* Collected data entries
--- START ---
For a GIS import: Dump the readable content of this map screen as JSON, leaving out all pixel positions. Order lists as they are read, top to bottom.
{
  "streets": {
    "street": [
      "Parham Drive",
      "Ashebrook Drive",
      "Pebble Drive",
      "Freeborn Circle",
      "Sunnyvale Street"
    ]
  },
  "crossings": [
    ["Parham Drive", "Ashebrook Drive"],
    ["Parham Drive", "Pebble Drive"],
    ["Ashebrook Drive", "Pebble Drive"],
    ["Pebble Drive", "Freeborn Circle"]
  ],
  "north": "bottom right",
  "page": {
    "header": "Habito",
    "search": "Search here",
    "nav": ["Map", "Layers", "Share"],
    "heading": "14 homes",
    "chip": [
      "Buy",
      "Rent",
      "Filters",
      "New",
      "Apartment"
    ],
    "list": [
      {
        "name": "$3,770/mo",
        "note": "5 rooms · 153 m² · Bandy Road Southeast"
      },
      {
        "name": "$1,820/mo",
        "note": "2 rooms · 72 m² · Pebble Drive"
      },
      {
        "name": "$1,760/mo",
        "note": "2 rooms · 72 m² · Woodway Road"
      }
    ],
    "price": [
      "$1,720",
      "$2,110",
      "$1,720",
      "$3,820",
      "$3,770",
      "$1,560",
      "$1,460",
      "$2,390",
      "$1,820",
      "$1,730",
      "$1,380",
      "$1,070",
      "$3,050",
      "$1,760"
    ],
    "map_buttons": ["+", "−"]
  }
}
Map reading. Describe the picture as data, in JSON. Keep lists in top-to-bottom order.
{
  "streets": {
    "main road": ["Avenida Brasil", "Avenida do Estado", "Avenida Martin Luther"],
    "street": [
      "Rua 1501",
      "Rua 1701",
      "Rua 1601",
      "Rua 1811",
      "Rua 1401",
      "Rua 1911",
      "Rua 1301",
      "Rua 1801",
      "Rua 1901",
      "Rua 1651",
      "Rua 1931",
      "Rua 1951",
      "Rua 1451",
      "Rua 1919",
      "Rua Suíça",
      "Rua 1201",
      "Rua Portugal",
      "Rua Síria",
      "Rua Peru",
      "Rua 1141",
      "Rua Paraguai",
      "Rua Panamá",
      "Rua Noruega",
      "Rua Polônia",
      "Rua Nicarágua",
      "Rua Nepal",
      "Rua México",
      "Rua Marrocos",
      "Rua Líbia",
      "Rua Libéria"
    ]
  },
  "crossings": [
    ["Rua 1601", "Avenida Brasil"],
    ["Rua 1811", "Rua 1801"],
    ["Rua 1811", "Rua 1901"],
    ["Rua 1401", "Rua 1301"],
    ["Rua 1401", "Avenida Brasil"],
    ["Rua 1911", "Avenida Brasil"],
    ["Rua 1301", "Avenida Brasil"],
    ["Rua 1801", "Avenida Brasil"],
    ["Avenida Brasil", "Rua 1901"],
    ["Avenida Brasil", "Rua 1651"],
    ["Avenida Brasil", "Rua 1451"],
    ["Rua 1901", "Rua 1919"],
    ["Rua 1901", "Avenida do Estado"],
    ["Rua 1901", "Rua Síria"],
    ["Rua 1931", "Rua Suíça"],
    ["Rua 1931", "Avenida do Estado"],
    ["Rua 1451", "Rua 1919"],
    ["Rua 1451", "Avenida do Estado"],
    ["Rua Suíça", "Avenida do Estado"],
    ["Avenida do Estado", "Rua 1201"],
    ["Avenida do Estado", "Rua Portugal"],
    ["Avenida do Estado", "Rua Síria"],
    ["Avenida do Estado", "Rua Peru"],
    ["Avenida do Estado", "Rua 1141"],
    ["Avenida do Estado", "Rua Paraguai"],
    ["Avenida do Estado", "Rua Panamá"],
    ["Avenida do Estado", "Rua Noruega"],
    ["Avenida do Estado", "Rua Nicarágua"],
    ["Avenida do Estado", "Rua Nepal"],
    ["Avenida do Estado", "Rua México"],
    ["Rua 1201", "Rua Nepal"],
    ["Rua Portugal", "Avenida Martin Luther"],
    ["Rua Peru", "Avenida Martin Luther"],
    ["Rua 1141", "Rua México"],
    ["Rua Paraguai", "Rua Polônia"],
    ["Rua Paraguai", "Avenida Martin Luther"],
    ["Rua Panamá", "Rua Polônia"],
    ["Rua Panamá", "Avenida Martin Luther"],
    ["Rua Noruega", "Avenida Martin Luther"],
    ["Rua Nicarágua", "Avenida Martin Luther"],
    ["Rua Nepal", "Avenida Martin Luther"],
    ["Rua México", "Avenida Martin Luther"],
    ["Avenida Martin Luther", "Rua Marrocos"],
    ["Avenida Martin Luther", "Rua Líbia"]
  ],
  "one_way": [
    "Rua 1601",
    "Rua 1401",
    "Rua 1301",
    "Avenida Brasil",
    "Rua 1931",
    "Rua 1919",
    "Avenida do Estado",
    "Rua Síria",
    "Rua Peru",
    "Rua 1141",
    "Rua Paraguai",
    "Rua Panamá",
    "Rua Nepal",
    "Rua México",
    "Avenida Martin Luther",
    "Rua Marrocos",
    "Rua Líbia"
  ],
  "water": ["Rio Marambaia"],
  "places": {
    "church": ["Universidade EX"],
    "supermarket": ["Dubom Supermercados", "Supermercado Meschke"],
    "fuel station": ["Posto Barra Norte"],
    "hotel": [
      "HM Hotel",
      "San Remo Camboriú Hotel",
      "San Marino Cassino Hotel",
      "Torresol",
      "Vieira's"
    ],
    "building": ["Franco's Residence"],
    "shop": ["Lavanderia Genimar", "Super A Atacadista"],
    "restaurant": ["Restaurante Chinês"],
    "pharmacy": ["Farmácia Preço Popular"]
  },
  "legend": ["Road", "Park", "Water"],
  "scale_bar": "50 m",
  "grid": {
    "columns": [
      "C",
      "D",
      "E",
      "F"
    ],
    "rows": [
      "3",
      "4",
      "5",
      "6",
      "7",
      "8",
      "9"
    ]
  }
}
--- END ---
* YOUR GOAL
Nothing is to be left out; reproduce each record exactly.

* YOUR SOLUTION
For a GIS import: Dump the readable content of this map screen as JSON, leaving out all pixel positions. Order lists as they are read, top to bottom.
{
  "streets": {
    "street": [
      "Parham Drive",
      "Ashebrook Drive",
      "Pebble Drive",
      "Freeborn Circle",
      "Sunnyvale Street"
    ]
  },
  "crossings": [
    ["Parham Drive", "Ashebrook Drive"],
    ["Parham Drive", "Pebble Drive"],
    ["Ashebrook Drive", "Pebble Drive"],
    ["Pebble Drive", "Freeborn Circle"]
  ],
  "north": "bottom right",
  "page": {
    "header": "Habito",
    "search": "Search here",
    "nav": ["Map", "Layers", "Share"],
    "heading": "14 homes",
    "chip": [
      "Buy",
      "Rent",
      "Filters",
      "New",
      "Apartment"
    ],
    "list": [
      {
        "name": "$3,770/mo",
        "note": "5 rooms · 153 m² · Bandy Road Southeast"
      },
      {
        "name": "$1,820/mo",
        "note": "2 rooms · 72 m² · Pebble Drive"
      },
      {
        "name": "$1,760/mo",
        "note": "2 rooms · 72 m² · Woodway Road"
      }
    ],
    "price": [
      "$1,720",
      "$2,110",
      "$1,720",
      "$3,820",
      "$3,770",
      "$1,560",
      "$1,460",
      "$2,390",
      "$1,820",
      "$1,730",
      "$1,380",
      "$1,070",
      "$3,050",
      "$1,760"
    ],
    "map_buttons": ["+", "−"]
  }
}
Map reading. Describe the picture as data, in JSON. Keep lists in top-to-bottom order.
{
  "streets": {
    "main road": ["Avenida Brasil", "Avenida do Estado", "Avenida Martin Luther"],
    "street": [
      "Rua 1501",
      "Rua 1701",
      "Rua 1601",
      "Rua 1811",
      "Rua 1401",
      "Rua 1911",
      "Rua 1301",
      "Rua 1801",
      "Rua 1901",
      "Rua 1651",
      "Rua 1931",
      "Rua 1951",
      "Rua 1451",
      "Rua 1919",
      "Rua Suíça",
      "Rua 1201",
      "Rua Portugal",
      "Rua Síria",
      "Rua Peru",
      "Rua 1141",
      "Rua Paraguai",
      "Rua Panamá",
      "Rua Noruega",
      "Rua Polônia",
      "Rua Nicarágua",
      "Rua Nepal",
      "Rua México",
      "Rua Marrocos",
      "Rua Líbia",
      "Rua Libéria"
    ]
  },
  "crossings": [
    ["Rua 1601", "Avenida Brasil"],
    ["Rua 1811", "Rua 1801"],
    ["Rua 1811", "Rua 1901"],
    ["Rua 1401", "Rua 1301"],
    ["Rua 1401", "Avenida Brasil"],
    ["Rua 1911", "Avenida Brasil"],
    ["Rua 1301", "Avenida Brasil"],
    ["Rua 1801", "Avenida Brasil"],
    ["Avenida Brasil", "Rua 1901"],
    ["Avenida Brasil", "Rua 1651"],
    ["Avenida Brasil", "Rua 1451"],
    ["Rua 1901", "Rua 1919"],
    ["Rua 1901", "Avenida do Estado"],
    ["Rua 1901", "Rua Síria"],
    ["Rua 1931", "Rua Suíça"],
    ["Rua 1931", "Avenida do Estado"],
    ["Rua 1451", "Rua 1919"],
    ["Rua 1451", "Avenida do Estado"],
    ["Rua Suíça", "Avenida do Estado"],
    ["Avenida do Estado", "Rua 1201"],
    ["Avenida do Estado", "Rua Portugal"],
    ["Avenida do Estado", "Rua Síria"],
    ["Avenida do Estado", "Rua Peru"],
    ["Avenida do Estado", "Rua 1141"],
    ["Avenida do Estado", "Rua Paraguai"],
    ["Avenida do Estado", "Rua Panamá"],
    ["Avenida do Estado", "Rua Noruega"],
    ["Avenida do Estado", "Rua Nicarágua"],
    ["Avenida do Estado", "Rua Nepal"],
    ["Avenida do Estado", "Rua México"],
    ["Rua 1201", "Rua Nepal"],
    ["Rua Portugal", "Avenida Martin Luther"],
    ["Rua Peru", "Avenida Martin Luther"],
    ["Rua 1141", "Rua México"],
    ["Rua Paraguai", "Rua Polônia"],
    ["Rua Paraguai", "Avenida Martin Luther"],
    ["Rua Panamá", "Rua Polônia"],
    ["Rua Panamá", "Avenida Martin Luther"],
    ["Rua Noruega", "Avenida Martin Luther"],
    ["Rua Nicarágua", "Avenida Martin Luther"],
    ["Rua Nepal", "Avenida Martin Luther"],
    ["Rua México", "Avenida Martin Luther"],
    ["Avenida Martin Luther", "Rua Marrocos"],
    ["Avenida Martin Luther", "Rua Líbia"]
  ],
  "one_way": [
    "Rua 1601",
    "Rua 1401",
    "Rua 1301",
    "Avenida Brasil",
    "Rua 1931",
    "Rua 1919",
    "Avenida do Estado",
    "Rua Síria",
    "Rua Peru",
    "Rua 1141",
    "Rua Paraguai",
    "Rua Panamá",
    "Rua Nepal",
    "Rua México",
    "Avenida Martin Luther",
    "Rua Marrocos",
    "Rua Líbia"
  ],
  "water": ["Rio Marambaia"],
  "places": {
    "church": ["Universidade EX"],
    "supermarket": ["Dubom Supermercados", "Supermercado Meschke"],
    "fuel station": ["Posto Barra Norte"],
    "hotel": [
      "HM Hotel",
      "San Remo Camboriú Hotel",
      "San Marino Cassino Hotel",
      "Torresol",
      "Vieira's"
    ],
    "building": ["Franco's Residence"],
    "shop": ["Lavanderia Genimar", "Super A Atacadista"],
    "restaurant": ["Restaurante Chinês"],
    "pharmacy": ["Farmácia Preço Popular"]
  },
  "legend": ["Road", "Park", "Water"],
  "scale_bar": "50 m",
  "grid": {
    "columns": [
      "C",
      "D",
      "E",
      "F"
    ],
    "rows": [
      "3",
      "4",
      "5",
      "6",
      "7",
      "8",
      "9"
    ]
  }
}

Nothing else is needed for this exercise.